> **Instructions for the task**:
Transcribe the data exactly. Leave nothing out.

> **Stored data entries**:
:::::

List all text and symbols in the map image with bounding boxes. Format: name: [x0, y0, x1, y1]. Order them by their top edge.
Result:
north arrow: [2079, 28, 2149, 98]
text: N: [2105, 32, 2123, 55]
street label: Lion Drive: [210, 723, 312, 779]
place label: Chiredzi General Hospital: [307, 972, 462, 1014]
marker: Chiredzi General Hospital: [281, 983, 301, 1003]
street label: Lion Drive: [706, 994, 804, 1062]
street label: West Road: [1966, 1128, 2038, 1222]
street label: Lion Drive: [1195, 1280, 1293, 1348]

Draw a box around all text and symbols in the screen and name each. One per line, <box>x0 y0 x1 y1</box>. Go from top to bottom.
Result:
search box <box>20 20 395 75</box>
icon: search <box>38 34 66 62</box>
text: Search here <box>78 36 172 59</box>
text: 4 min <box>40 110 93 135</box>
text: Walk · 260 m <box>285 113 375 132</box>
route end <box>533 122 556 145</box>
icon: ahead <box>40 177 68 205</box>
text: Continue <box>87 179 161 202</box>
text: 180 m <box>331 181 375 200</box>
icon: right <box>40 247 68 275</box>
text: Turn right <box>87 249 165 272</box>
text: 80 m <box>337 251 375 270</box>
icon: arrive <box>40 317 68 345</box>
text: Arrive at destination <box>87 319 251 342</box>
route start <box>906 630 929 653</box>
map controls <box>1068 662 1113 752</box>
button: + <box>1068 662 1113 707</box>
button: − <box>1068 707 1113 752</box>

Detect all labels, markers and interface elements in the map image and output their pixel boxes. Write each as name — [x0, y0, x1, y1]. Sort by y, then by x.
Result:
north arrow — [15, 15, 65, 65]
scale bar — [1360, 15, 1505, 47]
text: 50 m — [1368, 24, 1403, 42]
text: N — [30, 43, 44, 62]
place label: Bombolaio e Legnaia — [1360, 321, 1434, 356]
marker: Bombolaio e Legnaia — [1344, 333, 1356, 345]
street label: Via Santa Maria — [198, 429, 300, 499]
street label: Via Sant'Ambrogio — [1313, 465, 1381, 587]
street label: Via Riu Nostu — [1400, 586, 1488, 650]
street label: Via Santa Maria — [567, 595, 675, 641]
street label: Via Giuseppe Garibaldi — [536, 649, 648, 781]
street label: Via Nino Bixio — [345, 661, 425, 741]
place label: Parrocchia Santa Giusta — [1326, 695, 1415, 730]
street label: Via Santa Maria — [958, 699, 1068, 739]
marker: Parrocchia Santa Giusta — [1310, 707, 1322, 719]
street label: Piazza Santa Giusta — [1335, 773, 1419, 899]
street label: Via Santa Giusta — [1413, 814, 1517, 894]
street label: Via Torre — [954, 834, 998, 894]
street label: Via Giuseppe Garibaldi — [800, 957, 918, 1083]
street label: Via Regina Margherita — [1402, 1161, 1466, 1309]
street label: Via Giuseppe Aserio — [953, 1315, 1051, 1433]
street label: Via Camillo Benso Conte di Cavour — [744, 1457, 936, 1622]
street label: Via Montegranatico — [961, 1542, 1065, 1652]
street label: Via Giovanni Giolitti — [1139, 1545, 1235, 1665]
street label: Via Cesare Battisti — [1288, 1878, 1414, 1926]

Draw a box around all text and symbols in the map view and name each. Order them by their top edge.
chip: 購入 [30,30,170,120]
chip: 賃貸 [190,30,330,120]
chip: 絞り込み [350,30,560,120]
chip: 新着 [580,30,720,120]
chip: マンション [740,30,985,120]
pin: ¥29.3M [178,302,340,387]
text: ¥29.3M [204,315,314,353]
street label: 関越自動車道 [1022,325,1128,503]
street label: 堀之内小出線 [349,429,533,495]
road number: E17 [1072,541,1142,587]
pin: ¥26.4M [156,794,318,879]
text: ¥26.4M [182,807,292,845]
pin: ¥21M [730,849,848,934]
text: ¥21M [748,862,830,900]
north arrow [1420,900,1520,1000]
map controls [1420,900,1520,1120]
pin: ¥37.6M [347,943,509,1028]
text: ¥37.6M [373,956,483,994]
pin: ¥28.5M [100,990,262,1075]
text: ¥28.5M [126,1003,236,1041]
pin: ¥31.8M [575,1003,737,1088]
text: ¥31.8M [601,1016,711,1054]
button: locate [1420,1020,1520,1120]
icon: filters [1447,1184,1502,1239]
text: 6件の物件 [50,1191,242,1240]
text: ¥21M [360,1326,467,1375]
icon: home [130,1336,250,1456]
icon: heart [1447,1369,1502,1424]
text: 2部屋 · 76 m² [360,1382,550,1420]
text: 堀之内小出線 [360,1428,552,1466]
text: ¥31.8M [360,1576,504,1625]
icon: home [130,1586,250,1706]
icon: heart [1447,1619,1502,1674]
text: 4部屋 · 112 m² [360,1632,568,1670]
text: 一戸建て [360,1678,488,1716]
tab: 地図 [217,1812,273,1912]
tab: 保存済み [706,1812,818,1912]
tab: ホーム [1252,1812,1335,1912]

:::::

> **Solution**:
List all text and symbols in the map image with bounding boxes. Format: name: [x0, y0, x1, y1]. Order them by their top edge.
Result:
north arrow: [2079, 28, 2149, 98]
text: N: [2105, 32, 2123, 55]
street label: Lion Drive: [210, 723, 312, 779]
place label: Chiredzi General Hospital: [307, 972, 462, 1014]
marker: Chiredzi General Hospital: [281, 983, 301, 1003]
street label: Lion Drive: [706, 994, 804, 1062]
street label: West Road: [1966, 1128, 2038, 1222]
street label: Lion Drive: [1195, 1280, 1293, 1348]

Draw a box around all text and symbols in the screen and name each. One per line, <box>x0 y0 x1 y1</box>. Go from top to bottom.
Result:
search box <box>20 20 395 75</box>
icon: search <box>38 34 66 62</box>
text: Search here <box>78 36 172 59</box>
text: 4 min <box>40 110 93 135</box>
text: Walk · 260 m <box>285 113 375 132</box>
route end <box>533 122 556 145</box>
icon: ahead <box>40 177 68 205</box>
text: Continue <box>87 179 161 202</box>
text: 180 m <box>331 181 375 200</box>
icon: right <box>40 247 68 275</box>
text: Turn right <box>87 249 165 272</box>
text: 80 m <box>337 251 375 270</box>
icon: arrive <box>40 317 68 345</box>
text: Arrive at destination <box>87 319 251 342</box>
route start <box>906 630 929 653</box>
map controls <box>1068 662 1113 752</box>
button: + <box>1068 662 1113 707</box>
button: − <box>1068 707 1113 752</box>

Detect all labels, markers and interface elements in the map image and output their pixel boxes. Write each as name — [x0, y0, x1, y1]. Sort by y, then by x.
Result:
north arrow — [15, 15, 65, 65]
scale bar — [1360, 15, 1505, 47]
text: 50 m — [1368, 24, 1403, 42]
text: N — [30, 43, 44, 62]
place label: Bombolaio e Legnaia — [1360, 321, 1434, 356]
marker: Bombolaio e Legnaia — [1344, 333, 1356, 345]
street label: Via Santa Maria — [198, 429, 300, 499]
street label: Via Sant'Ambrogio — [1313, 465, 1381, 587]
street label: Via Riu Nostu — [1400, 586, 1488, 650]
street label: Via Santa Maria — [567, 595, 675, 641]
street label: Via Giuseppe Garibaldi — [536, 649, 648, 781]
street label: Via Nino Bixio — [345, 661, 425, 741]
place label: Parrocchia Santa Giusta — [1326, 695, 1415, 730]
street label: Via Santa Maria — [958, 699, 1068, 739]
marker: Parrocchia Santa Giusta — [1310, 707, 1322, 719]
street label: Piazza Santa Giusta — [1335, 773, 1419, 899]
street label: Via Santa Giusta — [1413, 814, 1517, 894]
street label: Via Torre — [954, 834, 998, 894]
street label: Via Giuseppe Garibaldi — [800, 957, 918, 1083]
street label: Via Regina Margherita — [1402, 1161, 1466, 1309]
street label: Via Giuseppe Aserio — [953, 1315, 1051, 1433]
street label: Via Camillo Benso Conte di Cavour — [744, 1457, 936, 1622]
street label: Via Montegranatico — [961, 1542, 1065, 1652]
street label: Via Giovanni Giolitti — [1139, 1545, 1235, 1665]
street label: Via Cesare Battisti — [1288, 1878, 1414, 1926]

Draw a box around all text and symbols in the map view and name each. Order them by their top edge.
chip: 購入 [30,30,170,120]
chip: 賃貸 [190,30,330,120]
chip: 絞り込み [350,30,560,120]
chip: 新着 [580,30,720,120]
chip: マンション [740,30,985,120]
pin: ¥29.3M [178,302,340,387]
text: ¥29.3M [204,315,314,353]
street label: 関越自動車道 [1022,325,1128,503]
street label: 堀之内小出線 [349,429,533,495]
road number: E17 [1072,541,1142,587]
pin: ¥26.4M [156,794,318,879]
text: ¥26.4M [182,807,292,845]
pin: ¥21M [730,849,848,934]
text: ¥21M [748,862,830,900]
north arrow [1420,900,1520,1000]
map controls [1420,900,1520,1120]
pin: ¥37.6M [347,943,509,1028]
text: ¥37.6M [373,956,483,994]
pin: ¥28.5M [100,990,262,1075]
text: ¥28.5M [126,1003,236,1041]
pin: ¥31.8M [575,1003,737,1088]
text: ¥31.8M [601,1016,711,1054]
button: locate [1420,1020,1520,1120]
icon: filters [1447,1184,1502,1239]
text: 6件の物件 [50,1191,242,1240]
text: ¥21M [360,1326,467,1375]
icon: home [130,1336,250,1456]
icon: heart [1447,1369,1502,1424]
text: 2部屋 · 76 m² [360,1382,550,1420]
text: 堀之内小出線 [360,1428,552,1466]
text: ¥31.8M [360,1576,504,1625]
icon: home [130,1586,250,1706]
icon: heart [1447,1619,1502,1674]
text: 4部屋 · 112 m² [360,1632,568,1670]
text: 一戸建て [360,1678,488,1716]
tab: 地図 [217,1812,273,1912]
tab: 保存済み [706,1812,818,1912]
tab: ホーム [1252,1812,1335,1912]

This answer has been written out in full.